• What to work on: Which lines in the data contain the word "strong"? Please copy each of them.

• Stored data:
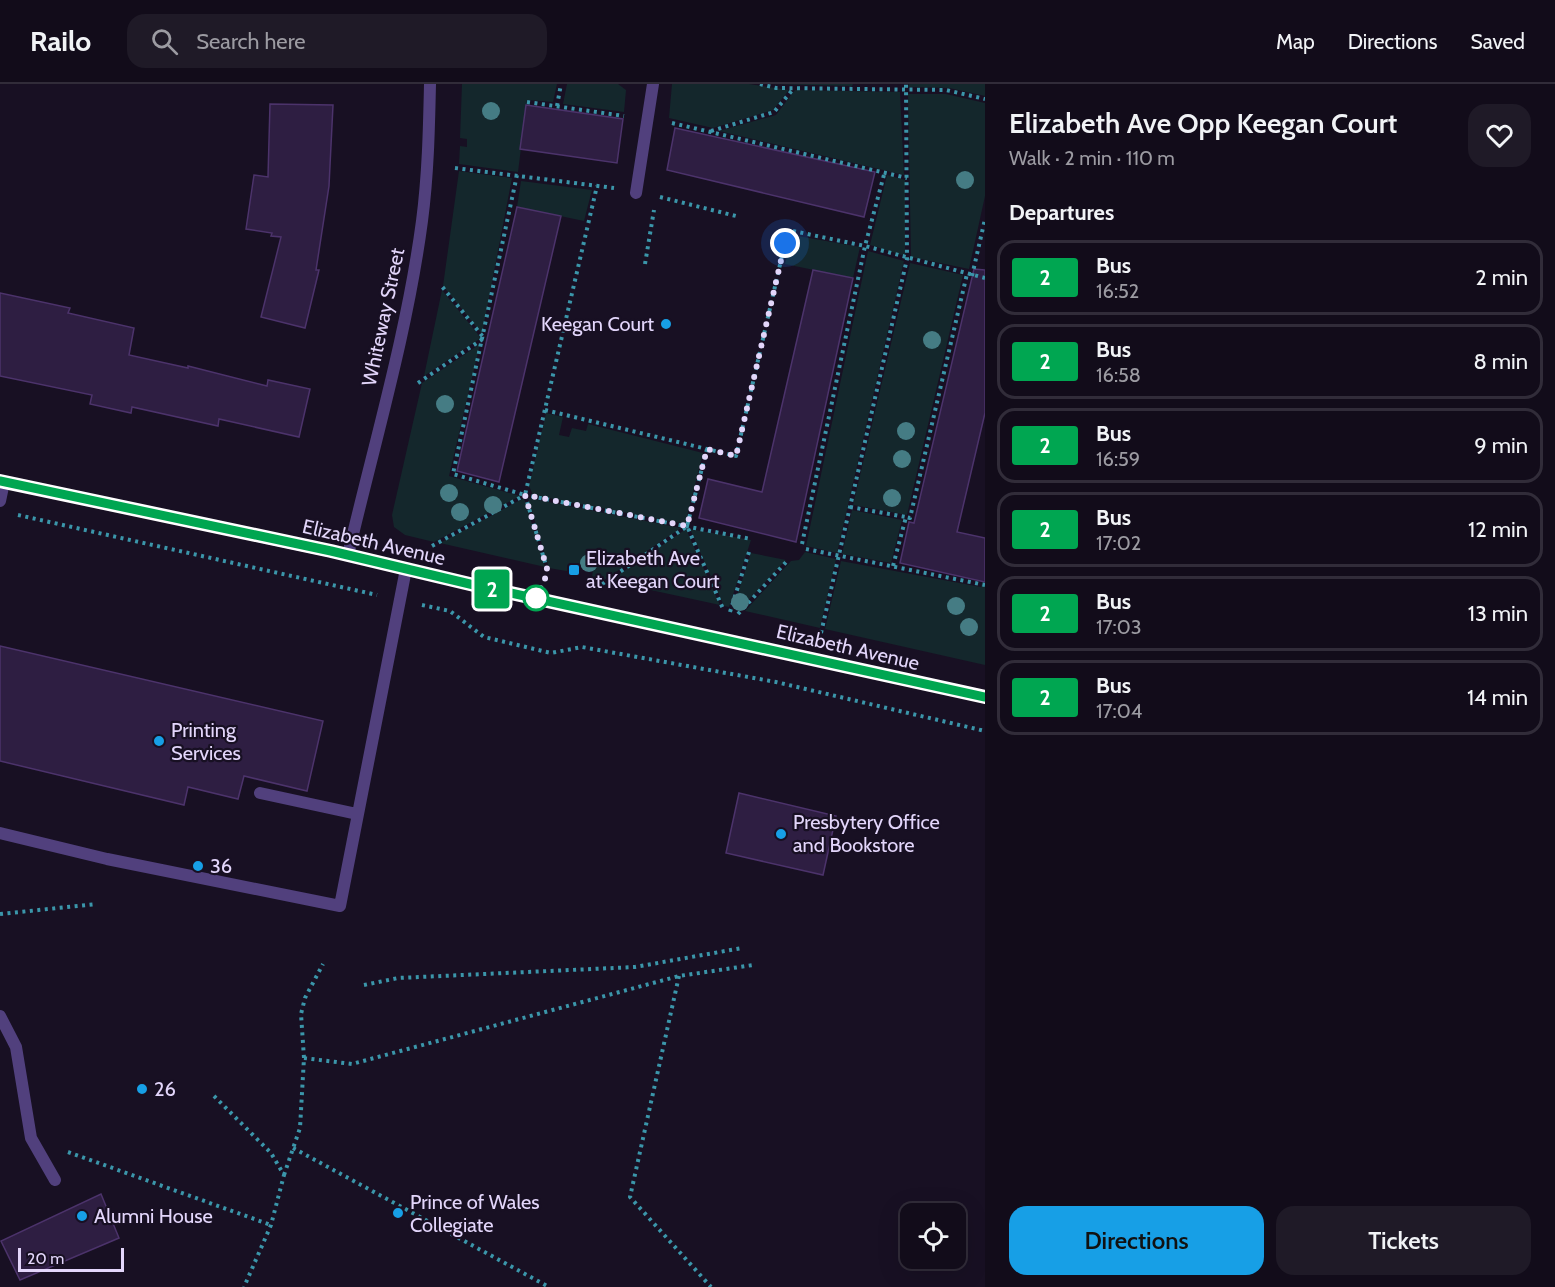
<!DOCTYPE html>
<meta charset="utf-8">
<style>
:root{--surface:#120c1a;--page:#1f1a27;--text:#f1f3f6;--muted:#9c9ba2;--line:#312c39;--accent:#179fe6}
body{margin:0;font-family:Cabin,sans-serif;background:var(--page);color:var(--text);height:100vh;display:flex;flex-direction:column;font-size:22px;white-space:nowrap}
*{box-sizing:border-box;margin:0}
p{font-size:20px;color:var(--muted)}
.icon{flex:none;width:33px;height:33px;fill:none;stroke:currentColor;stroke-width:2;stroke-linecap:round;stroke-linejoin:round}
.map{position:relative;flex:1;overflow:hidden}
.panel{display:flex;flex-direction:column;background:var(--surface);width:570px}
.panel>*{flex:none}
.badge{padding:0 12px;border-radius:4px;font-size:21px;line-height:39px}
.tools{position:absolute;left:900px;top:1119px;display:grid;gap:12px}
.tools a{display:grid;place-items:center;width:66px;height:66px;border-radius:12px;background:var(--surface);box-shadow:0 6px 24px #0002,0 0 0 2px var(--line);font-size:30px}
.scale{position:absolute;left:18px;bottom:15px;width:106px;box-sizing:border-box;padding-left:6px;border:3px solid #e3d6fb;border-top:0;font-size:16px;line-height:21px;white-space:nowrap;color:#e3d6fb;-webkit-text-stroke:4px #181023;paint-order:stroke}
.you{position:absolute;width:30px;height:30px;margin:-15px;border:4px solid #fff;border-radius:50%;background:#1a73e8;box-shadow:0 0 0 9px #1a73e833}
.map>.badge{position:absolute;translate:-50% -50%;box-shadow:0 0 0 3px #fff}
h2{padding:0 24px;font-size:22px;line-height:54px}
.round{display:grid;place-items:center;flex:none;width:63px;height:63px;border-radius:18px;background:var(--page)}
.overview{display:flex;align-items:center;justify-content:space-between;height:102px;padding:0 24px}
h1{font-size:28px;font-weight:600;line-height:45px}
.primary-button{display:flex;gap:12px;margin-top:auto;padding:12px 24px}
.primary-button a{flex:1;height:69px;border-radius:18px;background:var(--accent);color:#111;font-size:24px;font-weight:600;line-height:69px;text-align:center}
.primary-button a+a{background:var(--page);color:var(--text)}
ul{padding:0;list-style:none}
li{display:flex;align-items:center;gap:18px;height:75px;margin:0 12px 9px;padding:0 12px;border:3px solid var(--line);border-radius:18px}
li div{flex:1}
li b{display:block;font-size:22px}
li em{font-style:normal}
li .badge{min-width:66px;font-weight:700;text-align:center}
header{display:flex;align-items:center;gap:36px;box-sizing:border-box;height:84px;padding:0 30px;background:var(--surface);border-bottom:2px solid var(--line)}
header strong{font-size:28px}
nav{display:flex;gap:33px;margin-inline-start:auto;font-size:21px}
.search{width:420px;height:54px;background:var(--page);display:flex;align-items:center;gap:15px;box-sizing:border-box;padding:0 21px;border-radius:18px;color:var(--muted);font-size:22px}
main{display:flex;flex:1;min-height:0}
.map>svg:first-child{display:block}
.green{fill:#14272c}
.building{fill:#2e1e42;stroke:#4c336b;stroke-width:1.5}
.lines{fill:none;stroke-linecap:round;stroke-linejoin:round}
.path{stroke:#3b96aa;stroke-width:4;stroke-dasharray:3 4.5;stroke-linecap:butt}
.lane{stroke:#51407d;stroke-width:12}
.street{stroke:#51407d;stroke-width:12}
.secondary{stroke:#9877f1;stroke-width:12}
.tree{fill:#457c84}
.line-casing{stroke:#fff;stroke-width:14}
.line{stroke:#00a651;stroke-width:9}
.walk{stroke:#e3d6fb;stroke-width:6;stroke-dasharray:0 10.8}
.poi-dot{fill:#179fe6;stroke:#181023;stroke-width:2}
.stop-dot{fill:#fff;stroke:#00a651;stroke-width:3}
.labels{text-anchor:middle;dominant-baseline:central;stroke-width:4.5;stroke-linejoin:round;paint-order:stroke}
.street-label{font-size:20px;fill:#e3d6fb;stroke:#181023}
.poi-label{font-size:20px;fill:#e3d6fb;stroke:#181023;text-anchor:start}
</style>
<header>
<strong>Railo</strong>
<div class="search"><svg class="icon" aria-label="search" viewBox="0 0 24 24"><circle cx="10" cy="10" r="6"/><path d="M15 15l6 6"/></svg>Search here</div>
<nav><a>Map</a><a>Directions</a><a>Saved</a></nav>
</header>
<main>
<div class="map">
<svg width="985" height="1203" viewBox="0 0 985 1203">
<rect width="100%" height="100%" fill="#181023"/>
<path class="green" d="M 462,0 L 557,0 L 553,18 L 527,16 L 518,88 L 459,80 L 460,62 L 467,63 L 467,55 L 460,54 Z
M 567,0 L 618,0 L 626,6 L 624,28 L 563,20 Z
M 672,0 L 749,0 L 789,6 L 773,26 L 713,44 L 669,34 Z
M 769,0 L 853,0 L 852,2 Z
M 909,0 L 985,0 L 985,12 L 949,4 L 908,3 Z
M 795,6 L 900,8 L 904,91 L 719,47 L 776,31 Z
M 908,10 L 946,10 L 985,19 L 985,112 L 969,185 L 911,173 Z
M 459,87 L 512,94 L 482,250 L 443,202 Z
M 887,91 L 905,96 L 905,172 L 870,161 Z
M 521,97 L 592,106 L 584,137 L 517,123 Z
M 792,151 L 860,163 L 853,194 L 785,180 Z
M 868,167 L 904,177 L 837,469 L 806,462 Z
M 910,179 L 963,191 L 907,431 L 853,421 Z
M 442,206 L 481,254 L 424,292 Z
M 480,260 L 449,392 L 520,412 L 434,458 L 405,451 L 394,443 L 392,431 L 422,299 Z
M 546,329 L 563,333 L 559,351 L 569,353 L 572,344 L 586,347 L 588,340 L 703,369 L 685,440 L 533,411 L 529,402 Z
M 524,414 L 545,483 L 440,459 Z
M 528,414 L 681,444 L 604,496 L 592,493 L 593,486 L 572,482 L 572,488 L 549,484 Z
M 852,426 L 902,436 L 891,479 L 842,470 Z
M 686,445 L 720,521 L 609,497 Z
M 690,445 L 751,456 L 729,523 L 724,522 Z
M 805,468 L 836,475 L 820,544 L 745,527 L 791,477 L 799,476 Z
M 751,469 L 786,476 L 739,526 L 733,524 Z
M 841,477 L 981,503 L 985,489 L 985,581 L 825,545 Z"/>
<path class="building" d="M 270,20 L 333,21 L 329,102 L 316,186 L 319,186 L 305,244 L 261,233 L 281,153 L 271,152 L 272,149 L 246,145 L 254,91 L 268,93 Z
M 526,21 L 623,35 L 617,79 L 520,65 Z
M 675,44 L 875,88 L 864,133 L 667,86 Z
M 517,123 L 561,132 L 499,398 L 457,387 Z
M 974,185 L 985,186 L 985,329 L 957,448 L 985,454 L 985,498 L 900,479 L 909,438 L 914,439 Z
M 813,186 L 853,194 L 796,458 L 699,434 L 708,395 L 762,408 Z
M 0,209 L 70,224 L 68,229 L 134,244 L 129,271 L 188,284 L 188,282 L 267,302 L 268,296 L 310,305 L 299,353 L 219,335 L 218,342 L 132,323 L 131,329 L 90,320 L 92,311 L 0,292 Z
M 0,562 L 323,637 L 307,707 L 244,692 L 238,715 L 188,703 L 184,721 L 0,677 Z
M 739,709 L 836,732 L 823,791 L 726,769 Z
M 101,1110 L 119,1154 L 20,1196 L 1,1157 Z"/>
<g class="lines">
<path class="path" d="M 760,0 L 776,4 L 946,6 L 985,15
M 527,18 L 624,32
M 557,22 L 561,0
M 672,39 L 907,94
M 711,47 L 774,28 L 794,4
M 455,84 L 614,104
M 517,91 L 453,390 L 525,411 L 597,102
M 660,113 L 736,132
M 793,147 L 865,162 L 985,194
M 645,180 L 654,126
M 972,192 L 985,135
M 418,299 L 484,254 L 440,200
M 545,326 L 736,372 L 785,159
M 707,365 L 687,442 L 724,527
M 525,411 L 548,488
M 850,423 L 906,433
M 18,431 L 377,511
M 802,460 L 865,162 L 885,87
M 432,462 L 525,411 L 751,455
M 806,465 L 985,501
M 893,482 L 906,433 L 910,434 L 967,190
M 602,500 L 686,443
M 422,521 L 450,527 L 484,553 L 551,569 L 582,563 L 776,598 L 985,647
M 730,528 L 749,468
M 738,530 L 788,476
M 821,549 L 907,175 L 906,0
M 0,830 L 97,820
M 679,892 L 630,1113 L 711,1203
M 364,901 L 398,894 L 635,883 L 742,864
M 304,974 L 352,980 L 679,892 L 753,881
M 214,1012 L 271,1069 L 284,1091 L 271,1141 L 244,1203
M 293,1064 L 549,1203
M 68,1068 L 271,1141
M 284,1091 L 300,1044 L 304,974 L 301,930 L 305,914 L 323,880"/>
<path class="lane" d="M 0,417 L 4,398
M 260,709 L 357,730
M 0,749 L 107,775 L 340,822 L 406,485
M 0,932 L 16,963 L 31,1054 L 55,1096"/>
<path class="street" d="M 636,109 L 653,0
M 348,471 C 374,360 407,250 422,137 C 428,91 429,46 430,0"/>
<path class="secondary" d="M 0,397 L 348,471 L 474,501 L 985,613"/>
</g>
<g class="tree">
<circle cx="491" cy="27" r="9"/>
<circle cx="965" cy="96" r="9"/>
<circle cx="932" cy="256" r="9"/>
<circle cx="445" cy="320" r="9"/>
<circle cx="906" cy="347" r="9"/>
<circle cx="902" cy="375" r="9"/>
<circle cx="449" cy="409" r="9"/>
<circle cx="892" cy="414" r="9"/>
<circle cx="493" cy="421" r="9"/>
<circle cx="460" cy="428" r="9"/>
<circle cx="589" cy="479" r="9"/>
<circle cx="740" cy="518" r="9"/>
<circle cx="956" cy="522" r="9"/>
<circle cx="969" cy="543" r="9"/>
</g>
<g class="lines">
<g class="line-casing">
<path id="line" d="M 0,397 L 331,467 L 474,501 L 985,613"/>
</g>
<use href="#line" class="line"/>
<path class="walk" d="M 536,514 L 548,488 L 525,411 L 687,442 L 707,365 L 736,372 L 785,159"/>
</g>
<g class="poi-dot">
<circle cx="666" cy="240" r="6"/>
<rect x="568" y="480" width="12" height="12" rx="3"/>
<circle cx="159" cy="657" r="6"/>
<circle cx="781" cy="750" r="6"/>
<circle cx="198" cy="782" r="6"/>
<circle cx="142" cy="1005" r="6"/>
<circle cx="398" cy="1129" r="6"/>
<circle cx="82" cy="1132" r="6"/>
</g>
<circle class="stop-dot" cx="536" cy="514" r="12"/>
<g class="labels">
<g class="street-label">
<text transform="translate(383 233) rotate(-78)">Whiteway Street</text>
<text transform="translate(374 458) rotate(13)">Elizabeth Avenue</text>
<text transform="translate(848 563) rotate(13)">Elizabeth Avenue</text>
</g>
<g class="poi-label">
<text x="654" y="240" text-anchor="end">Keegan Court</text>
<text x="586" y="474">Elizabeth Ave<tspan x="586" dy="23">at Keegan Court</tspan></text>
<text x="171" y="646">Printing<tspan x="171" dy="23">Services</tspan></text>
<text x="793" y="738">Presbytery Office<tspan x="793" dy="23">and Bookstore</tspan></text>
<text x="210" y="782">36</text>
<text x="154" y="1005">26</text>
<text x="410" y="1118">Prince of Wales<tspan x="410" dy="23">Collegiate</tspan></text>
<text x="94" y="1132">Alumni House</text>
</g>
</g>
</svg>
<div class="tools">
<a><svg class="icon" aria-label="locate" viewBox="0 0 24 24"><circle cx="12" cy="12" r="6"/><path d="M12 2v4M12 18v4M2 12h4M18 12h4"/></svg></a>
</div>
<div class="scale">20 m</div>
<div class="you" style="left:785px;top:159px"></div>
<b class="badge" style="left:492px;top:505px;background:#00a651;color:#fff">2</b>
</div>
<section class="panel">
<div class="overview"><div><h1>Elizabeth Ave Opp Keegan Court</h1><p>Walk · 2 min · 110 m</p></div><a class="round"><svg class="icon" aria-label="heart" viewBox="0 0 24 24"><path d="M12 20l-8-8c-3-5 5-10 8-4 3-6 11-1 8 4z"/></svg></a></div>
<h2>Departures</h2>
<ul>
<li><span class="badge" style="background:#00a651;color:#fff">2</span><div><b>Bus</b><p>16:52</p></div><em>2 min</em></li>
<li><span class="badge" style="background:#00a651;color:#fff">2</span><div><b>Bus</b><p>16:58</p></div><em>8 min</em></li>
<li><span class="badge" style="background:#00a651;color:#fff">2</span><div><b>Bus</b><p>16:59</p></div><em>9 min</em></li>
<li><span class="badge" style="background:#00a651;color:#fff">2</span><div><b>Bus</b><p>17:02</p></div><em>12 min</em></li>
<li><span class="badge" style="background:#00a651;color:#fff">2</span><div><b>Bus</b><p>17:03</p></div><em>13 min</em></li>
<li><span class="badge" style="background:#00a651;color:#fff">2</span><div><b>Bus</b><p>17:04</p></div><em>14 min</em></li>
</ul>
<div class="primary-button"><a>Directions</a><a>Tickets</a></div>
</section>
</main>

• Solution for this problem:
header strong{font-size:28px}
<strong>Railo</strong>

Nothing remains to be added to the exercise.